Your treatment depends on the accuracy of the Diagnosis. We have the best Diagnostic equipment in the industry and skilled health care professionals to calibrate with accuracy and provide excellent results to understand the degree and nature of treatment that the eye surgeon would prescribe. An eye diagnostic is a series of examinations performed by an ophthalmologist (medical doctor), optometrist assessing vision and ability to focus on and discern objects, as well as other tests and examinations pertaining to the eyes. We recommend that all people including children should have periodic and thorough eye examinations as part of routine primary care, especially since many eye diseases are asymptomatic.
Eye examinations may detect potentially treatable blinding eye diseases, ocular manifestations of systemic disease, or signs of tumors or other anomalies of the brain. An eye examination consists of a general external examination, followed by
specific tests as prescribed by our Doctor for visual acuity, pupil function, extraocular muscle motility, visual fields, intraocular pressure and ophthalmoscopy through a dilated pupil.
Keratometer is a fundamental diagnostic instrument to understand the Intra-Ocular Lens (IOL) power which is placed inside your eye lens capsule after the Cataract removal surgery through the measurement of the curvature of the anterior surface
of the cornea particularly for assessing the extent and axis of astigmatism.
A Slit Lamp Examination is a routine Eye exam it helps the Doctor to look at structures in the back of the eye, such as the optic nerve or retina to diagnose problems in the structures in the front of the eye. For example, it can help find problems such as cataracts, conjunctivitis, iritis, or an infection or injury to the cornea. It is also helpful in locating glaucoma or macular degeneration.

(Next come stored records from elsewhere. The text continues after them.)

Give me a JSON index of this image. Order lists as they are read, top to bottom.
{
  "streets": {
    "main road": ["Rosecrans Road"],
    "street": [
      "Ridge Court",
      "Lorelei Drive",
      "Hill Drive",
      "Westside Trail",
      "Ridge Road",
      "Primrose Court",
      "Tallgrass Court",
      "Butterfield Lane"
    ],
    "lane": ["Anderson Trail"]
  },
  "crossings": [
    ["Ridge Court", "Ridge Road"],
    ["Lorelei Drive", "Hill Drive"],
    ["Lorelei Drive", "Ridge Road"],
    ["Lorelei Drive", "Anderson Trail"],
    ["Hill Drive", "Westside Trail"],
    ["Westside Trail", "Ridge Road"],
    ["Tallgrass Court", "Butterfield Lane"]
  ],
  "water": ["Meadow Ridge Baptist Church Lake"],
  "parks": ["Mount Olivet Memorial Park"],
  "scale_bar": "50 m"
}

Specular microscopy is used to determine the number of cells per square millimeter of the corneal endothelium. Because cataract surgery causes some loss of endothelial cells, the risk of postoperative corneal decompensation is increased if preoperative endothelial cell counts are low. Abnormal endothelial cell morphology, including enlargement (polymegethism) and irregularity (pleomorphism), may limit the cornea’s ability to withstand stress.
Fundus photography involves capturing a photograph of the back of the eye i.e. fundus. Specialized fundus cameras that consist of an intricate microscope attached to a flash-enabled camera are used in fundus photography. The main structures that can be visualized on a fundus photo are the central and peripheral retina, optic disc and macula. Fundus photography can be performed with colored filters, or with specialized dyes including fluorescein and indocyanine green angiography.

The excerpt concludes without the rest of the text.